Problem description
Would you please repeat the data exactly as given?

Stored data entries:

★ ★ ★ ★ ★ ★ ★

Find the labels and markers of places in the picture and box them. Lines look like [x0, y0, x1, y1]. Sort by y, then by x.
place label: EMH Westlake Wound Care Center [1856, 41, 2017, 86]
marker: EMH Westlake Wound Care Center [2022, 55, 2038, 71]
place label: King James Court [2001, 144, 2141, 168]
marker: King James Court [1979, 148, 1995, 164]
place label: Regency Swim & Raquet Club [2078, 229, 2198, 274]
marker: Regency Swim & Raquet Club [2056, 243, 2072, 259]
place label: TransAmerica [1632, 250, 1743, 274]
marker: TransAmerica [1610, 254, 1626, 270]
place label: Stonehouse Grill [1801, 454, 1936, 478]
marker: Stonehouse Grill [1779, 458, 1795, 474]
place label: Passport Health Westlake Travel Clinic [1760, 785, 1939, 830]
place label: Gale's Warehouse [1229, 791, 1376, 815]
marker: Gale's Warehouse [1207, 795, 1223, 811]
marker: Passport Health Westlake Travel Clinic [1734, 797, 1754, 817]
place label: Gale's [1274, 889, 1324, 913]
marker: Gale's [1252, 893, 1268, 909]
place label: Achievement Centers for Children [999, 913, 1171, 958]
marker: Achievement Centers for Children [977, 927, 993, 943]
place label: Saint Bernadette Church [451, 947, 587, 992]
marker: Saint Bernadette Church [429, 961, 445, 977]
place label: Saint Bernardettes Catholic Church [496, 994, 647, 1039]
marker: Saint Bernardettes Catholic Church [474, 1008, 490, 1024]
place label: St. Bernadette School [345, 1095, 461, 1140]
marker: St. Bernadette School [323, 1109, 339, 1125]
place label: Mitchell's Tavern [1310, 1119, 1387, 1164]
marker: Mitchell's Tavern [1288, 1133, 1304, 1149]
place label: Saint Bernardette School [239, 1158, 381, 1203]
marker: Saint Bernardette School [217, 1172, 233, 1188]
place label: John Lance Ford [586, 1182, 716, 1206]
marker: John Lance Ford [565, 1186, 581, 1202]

★ ★ ★ ★ ★ ★ ★

Expected output
Find the labels and markers of places in the picture and box them. Lines look like [x0, y0, x1, y1]. Sort by y, then by x.
place label: EMH Westlake Wound Care Center [1856, 41, 2017, 86]
marker: EMH Westlake Wound Care Center [2022, 55, 2038, 71]
place label: King James Court [2001, 144, 2141, 168]
marker: King James Court [1979, 148, 1995, 164]
place label: Regency Swim & Raquet Club [2078, 229, 2198, 274]
marker: Regency Swim & Raquet Club [2056, 243, 2072, 259]
place label: TransAmerica [1632, 250, 1743, 274]
marker: TransAmerica [1610, 254, 1626, 270]
place label: Stonehouse Grill [1801, 454, 1936, 478]
marker: Stonehouse Grill [1779, 458, 1795, 474]
place label: Passport Health Westlake Travel Clinic [1760, 785, 1939, 830]
place label: Gale's Warehouse [1229, 791, 1376, 815]
marker: Gale's Warehouse [1207, 795, 1223, 811]
marker: Passport Health Westlake Travel Clinic [1734, 797, 1754, 817]
place label: Gale's [1274, 889, 1324, 913]
marker: Gale's [1252, 893, 1268, 909]
place label: Achievement Centers for Children [999, 913, 1171, 958]
marker: Achievement Centers for Children [977, 927, 993, 943]
place label: Saint Bernadette Church [451, 947, 587, 992]
marker: Saint Bernadette Church [429, 961, 445, 977]
place label: Saint Bernardettes Catholic Church [496, 994, 647, 1039]
marker: Saint Bernardettes Catholic Church [474, 1008, 490, 1024]
place label: St. Bernadette School [345, 1095, 461, 1140]
marker: St. Bernadette School [323, 1109, 339, 1125]
place label: Mitchell's Tavern [1310, 1119, 1387, 1164]
marker: Mitchell's Tavern [1288, 1133, 1304, 1149]
place label: Saint Bernardette School [239, 1158, 381, 1203]
marker: Saint Bernardette School [217, 1172, 233, 1188]
place label: John Lance Ford [586, 1182, 716, 1206]
marker: John Lance Ford [565, 1186, 581, 1202]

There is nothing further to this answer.